Those of you who know a little about garment construction will know that a pattern can be a very tricky thing to navigate and figure out. You can’t expect a size 10 dress if you cut on the size 8 lines! (You should of course, have listened to those in the know who said, trace your size, don’t cut it because you might want to use a different size later…) And there are many, many lines and dots and darts and instructions written sideways!

Of course there is the fabric. You can’t take chiffon and make a tailored suit! Doesn’t hang well. Same goes for a tweed bikini. You are welcome to picture this...

Preparing and conducting a conflict transformation session or mediation is similar.

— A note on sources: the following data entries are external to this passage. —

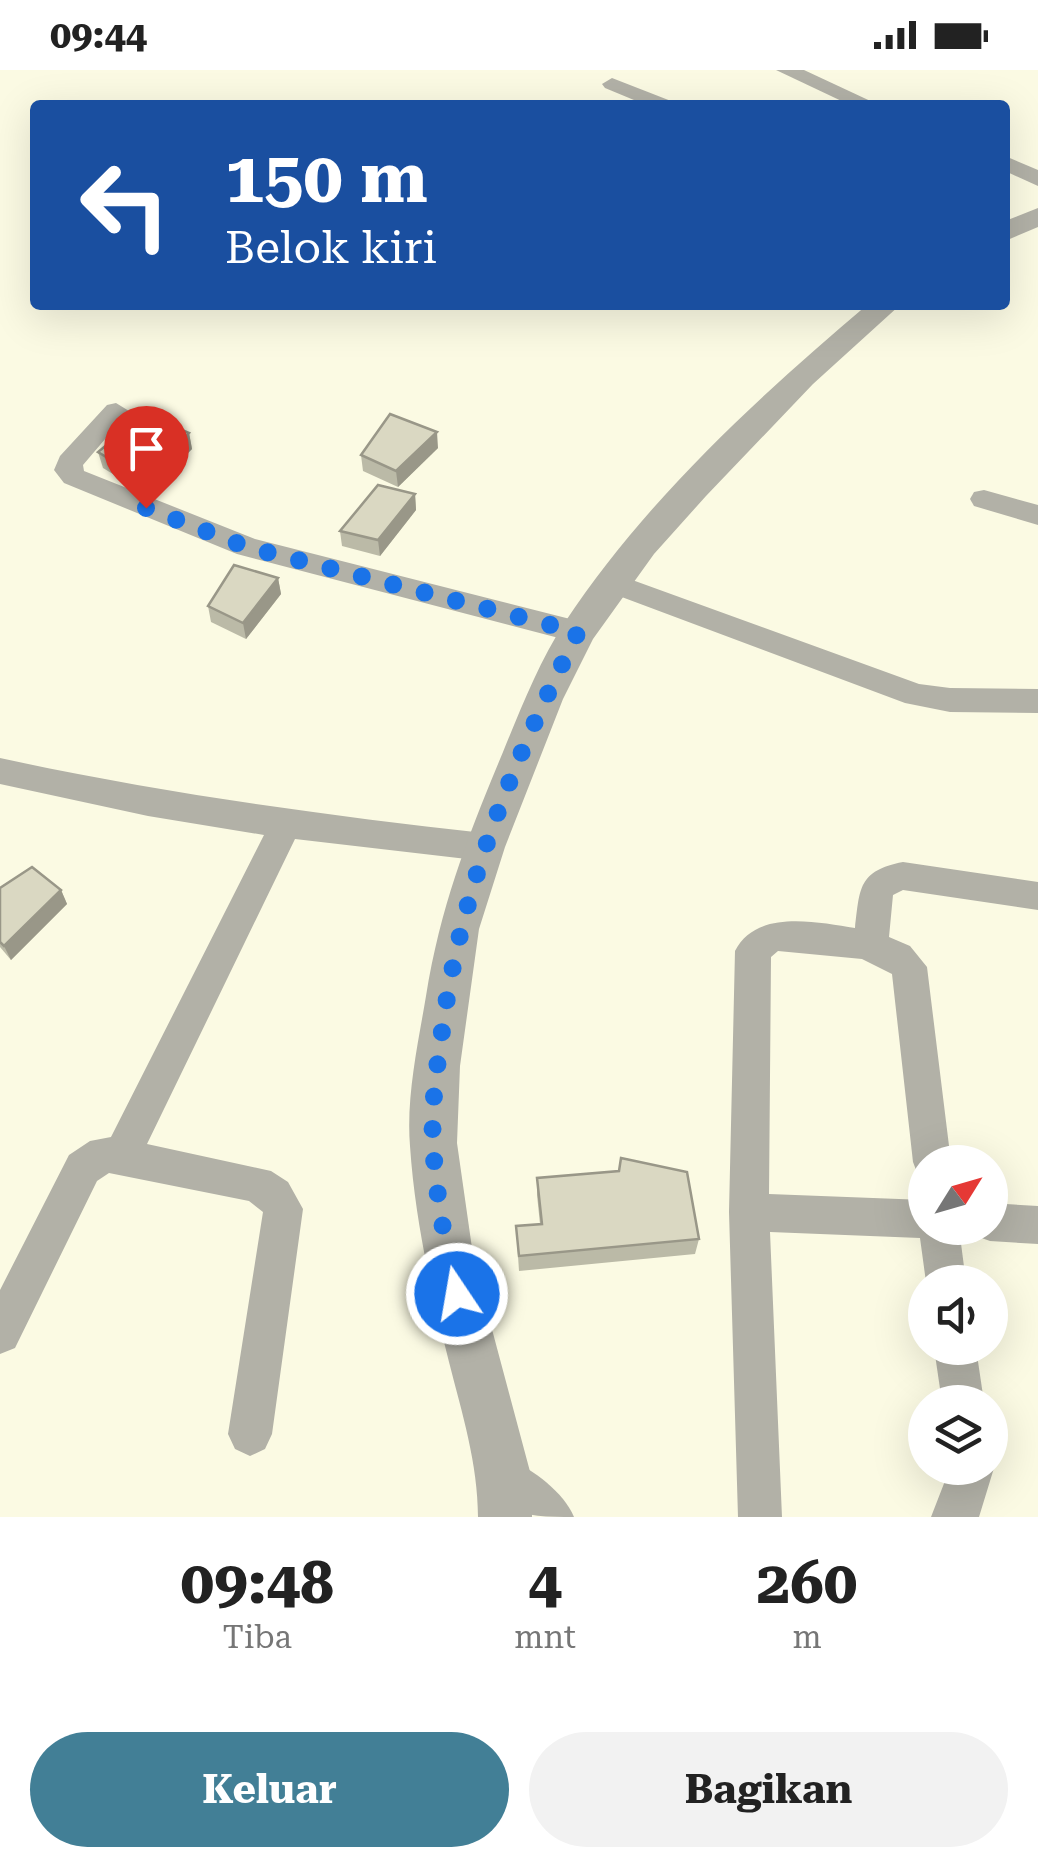 <!DOCTYPE html>
<html lang="id">
<style>
:root{--surface:#fff;--page:#f2f2f2;--text:#222;--muted:#767676;--accent:#427f96}
body{margin:0;font-family:"Roboto Serif",serif;background:var(--page);color:var(--text);height:100vh;display:flex;flex-direction:column;font-size:38px;white-space:nowrap}
*{box-sizing:border-box;margin:0}
p{font-size:32px;color:var(--muted)}
.icon{flex:none;width:55px;height:55px;fill:none;stroke:currentColor;stroke-width:2;stroke-linecap:round;stroke-linejoin:round}
.map{position:relative;height:1447px;overflow:hidden}
.drawer{display:flex;flex-direction:column;background:var(--surface);flex:1}
.drawer>*{flex:none}
.hud{position:absolute;left:30px;top:30px;width:980px;height:210px;border-radius:10px;box-shadow:0 10px 40px #0002;background:#1a4fa0;color:#fff;overflow:hidden}
.needle{width:65px;rotate:53deg}
.controls{position:absolute;left:908px;top:1075px;display:grid;gap:20px}
.controls a{display:grid;place-items:center;width:100px;height:100px;border-radius:50%;background:var(--surface);box-shadow:0 10px 40px #0002;font-size:50px}
.pin{position:absolute;display:grid;place-items:center;width:85px;height:85px;color:#fff;margin:-102px -42px;border-radius:50% 50% 50% 0;rotate:-45deg;box-shadow:0 0 10px #0007}
.pin .icon{rotate:45deg}
.me{position:absolute;width:110px;margin:-55px;rotate:348deg;stroke-linejoin:round;filter:drop-shadow(0 0 8px #0008)}
.turn{display:flex;align-items:center;gap:35px;height:210px;padding:0 30px;font-size:45px}
.turn .icon{width:130px;height:130px;stroke-width:2.5}
.turn b{display:block;font-size:70px;line-height:85px}
.eta{display:flex;justify-content:space-evenly;align-items:center;height:170px;text-align:center}
.eta b{font-size:60px;font-weight:700;line-height:70px}
.button{display:flex;gap:20px;margin-top:auto;padding:20px 30px}
.button a{flex:1;height:115px;border-radius:60px;background:var(--accent);color:#fff;font-size:40px;font-weight:700;line-height:115px;text-align:center}
.button a+a{background:var(--page);color:var(--text)}
.status{display:flex;justify-content:space-between;align-items:center;height:70px;padding:0 50px;background:var(--surface);direction:ltr}
.status svg{height:28px;fill:currentColor}
.map>svg:first-child{display:block}
.lines{fill:none;stroke-linecap:round;stroke-linejoin:round}
.minor{fill:#b2b1a7;fill-rule:evenodd}
.tertiary{fill:#b2b1a7;fill-rule:evenodd}
.wall{fill:#bbbaa7}
.shaded-wall{fill:#999788}
.building{fill:#dad8c2;stroke:#999788;stroke-width:2.5}
.route{stroke:#1a73e8;stroke-width:18;stroke-dasharray:0 32.4}
</style>
<div class="status"><b>09:44</b><svg viewBox="0 0 49 12"><path d="M0 12V9h3v3zM5 12V6h3v6zM10 12V3h3v9zM15 12V0h3v12zM26 1h20v11H26zM47 4h2v5h-2z"/></svg></div>
<div class="map">
<svg width="1038" height="1447" viewBox="0 0 1038 1447">
<rect width="100%" height="100%" fill="#fbfae3"/>
<g class="lines">
<g class="minor">
<polygon points="776,0 804,0 879,35 850,35"/>
<polygon points="612,8 671,31 675,35 646,35 605,18 602,14"/>
<polygon points="1005,86 1038,100 1038,116 1005,101"/>
<polygon points="116,333 129,341 83,395 84,401 255,469 578,551 589,554 593,562 589,570 578,573 237,484 64,413 54,400 60,386 107,335"/>
<polygon points="984,420 1038,435 1038,455 974,436 970,429 974,422"/>
<polygon points="613,503 919,614 950,618 1038,619 1038,643 950,642 905,633 603,520 598,513 603,506"/>
<path d="M0,688c161,35 321,57 484,75l12,4 5,10 -5,10 -12,4 -189,-22 -148,305 124,27 17,11 15,27 -31,225 -7,15 -15,7 -15,-7 -7,-15 35,-222 -14,-11 -140,-28 -12,8 -82,167 -15,6v-64l69,-135 21,-14 21,-4 153,-302 -116,-19 -148,-32z"/>
<path d="M903,792l135,20v28l-135,-20 -10,5 -4,42 21,9 17,21 24,195h-26v16l-7,-3 -5,-13 -21,-188 -30,-15 -84,-8 -7,6 -2,237 156,6v28h34l7,54h-40l-6,-44 -150,-6 12,285h-44l-9,-305 6,-261c21,-42 81,-29 120,-23 5,-40 3,-57 48,-66z"/>
<polygon points="990,1133 1038,1136 1038,1174 990,1171 976,1166 973,1158 990,1158"/>
<polygon points="934,1278 976,1278 984,1332 942,1332"/>
<path d="M505,1387c26,11 58,34 69,60 -41,0 -72,0 -91,-38l7,-15z"/>
<polygon points="990,1389 994,1398 979,1447 931,1447 950,1398 990,1398"/>
</g>
<g class="tertiary">
<polygon points="1038,138 1038,157 1005,171 1005,151"/>
<path d="M867,235h33l-87,79 -107,112 -52,58 -61,85 -30,60 -58,148 -26,82 -19,137 -3,77 17,119 58,217v38h-54c0,-53 -16,-104 -29,-155 -18,-72 -34,-142 -39,-216 -4,-49 8,-102 16,-150 15,-92 42,-160 77,-244 18,-44 36,-90 62,-130 80,-121 192,-224 302,-317z"/>
</g>
</g>
<g class="wall">
<polygon points="189,363 192,379 170,401 149,394 131,415 103,398 98,382"/>
<polygon points="438,378 398,417 363,401 361,385"/>
<polygon points="415,424 416,440 380,486 342,476 340,461"/>
<polygon points="278,508 281,524 246,569 211,552 208,536"/>
<polygon points="0,818 61,820 67,834 11,890 0,877"/>
<polygon points="537,1108 699,1169 695,1184 519,1201 516,1156 540,1154 537,1125"/>
</g>
<g class="shaded-wall">
<polygon points="437,362 438,378 398,417 396,401"/>
<polygon points="189,363 192,379 170,401 167,386"/>
<polygon points="145,378 149,394 131,415 126,399"/>
<polygon points="415,424 416,440 380,486 378,470"/>
<polygon points="278,508 281,524 246,569 243,553"/>
<polygon points="61,820 67,834 11,890 4,876"/>
</g>
<g class="building">
<polygon points="144,344 189,363 167,386 145,378 126,399 98,382"/>
<polygon points="390,344 437,362 396,401 361,385"/>
<polygon points="378,415 415,424 378,470 340,461"/>
<polygon points="234,495 278,508 243,553 208,536"/>
<polygon points="32,797 61,820 4,876 0,872 0,818"/>
<polygon points="621,1088 687,1102 699,1169 519,1186 516,1156 542,1154 537,1108 619,1101"/>
</g>
<g class="lines">
<path class="route" d="M146,438l101,39 331,85c-66,131 -119,261 -137,407 -5,34 -10,71 -8,106 3,49 12,101 24,149"/>
</g>
</svg>
<div class="controls">
<a><svg class="needle" viewBox="-14 -14 28 28"><path d="M0-13l5 13h-10z" fill="#e53935"/><path d="M0 13l5-13h-10z" fill="#767676"/></svg></a>
<a><svg class="icon" aria-label="sound" viewBox="0 0 24 24"><path d="M4 9h4l5-4v14l-5-4H4zM17 9q2 3 0 6"/></svg></a>
<a><svg class="icon" aria-label="layers" viewBox="0 0 24 24"><path d="M12 4l9 5-9 5-9-5zM3 14l9 5 9-5"/></svg></a>
</div>
<div class="pin" style="left:146px;top:438px;background:#d93025"><svg class="icon" aria-label="arrive" viewBox="0 0 24 24"><path d="M6 21V4h12l-3 4 3 4H6"/></svg></div>
<svg class="me" style="left:457px;top:1224px" viewBox="-20 -20 40 40"><circle r="17" fill="#1a73e8" stroke="#fff" stroke-width="3"/><path d="M0-11L8 9 0 5-8 9z" fill="#fff"/></svg>
<div class="hud">
<div class="turn"><svg class="icon" aria-label="left" viewBox="0 0 24 24"><path d="M17 20v-9H6M10 6l-5 5 5 5"/></svg><div><b>150 m</b>Belok kiri</div></div>
</div>
</div>
<section class="drawer">
<div class="eta">
<div><b>09:48</b><p>Tiba</p></div>
<div><b>4</b><p>mnt</p></div>
<div><b>260</b><p>m</p></div>
</div>
<div class="button"><a>Keluar</a><a>Bagikan</a></div>
</section>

Actually, much more difficult because you can’t choose your raw material. You cant put it down when you get tired or frustrated and you can't throw it in the bin if it doesn't fit! You can't choose the nature of the conflict that comes to you, or the history of the people involved or the granularity and complexity of their emotional buttons and expectations, nor the strings of influence and impact of seemingly tangential matters.

However, you can choose the best pattern, process and intended outcome for the raw materials you are handed. You are always in charge of the enthusiasm with which you approach the task at hand and bring yourself to the room. You hold the space. You guide the flow, the genuine care for the parties and responsibility to help them construct a new possibility of being.

Next time you have to reconstruct some conflict think about:

  1. What is the outcome that you really want to achieve?

  2. What is the true size of the conflict?

a. Are you making it bigger than what it needs to be?

b. Are you minimizing issues that are actually important to you, simply to keep the peace?

  1. Are you trying to force a fit or are you open to alternatives?

  2. How close or far apart are you and the other party’s final product? (No use if one of you is making a suit and the other a frilly skirt.)

  3. Are you treating the other party with respect, even though you feel frustrated, tired and irritated?

  4. Do you want a quick fix (t-shirt) or are you creating a process, an outcome and mutual respect that will stand the test of time (designer gown)?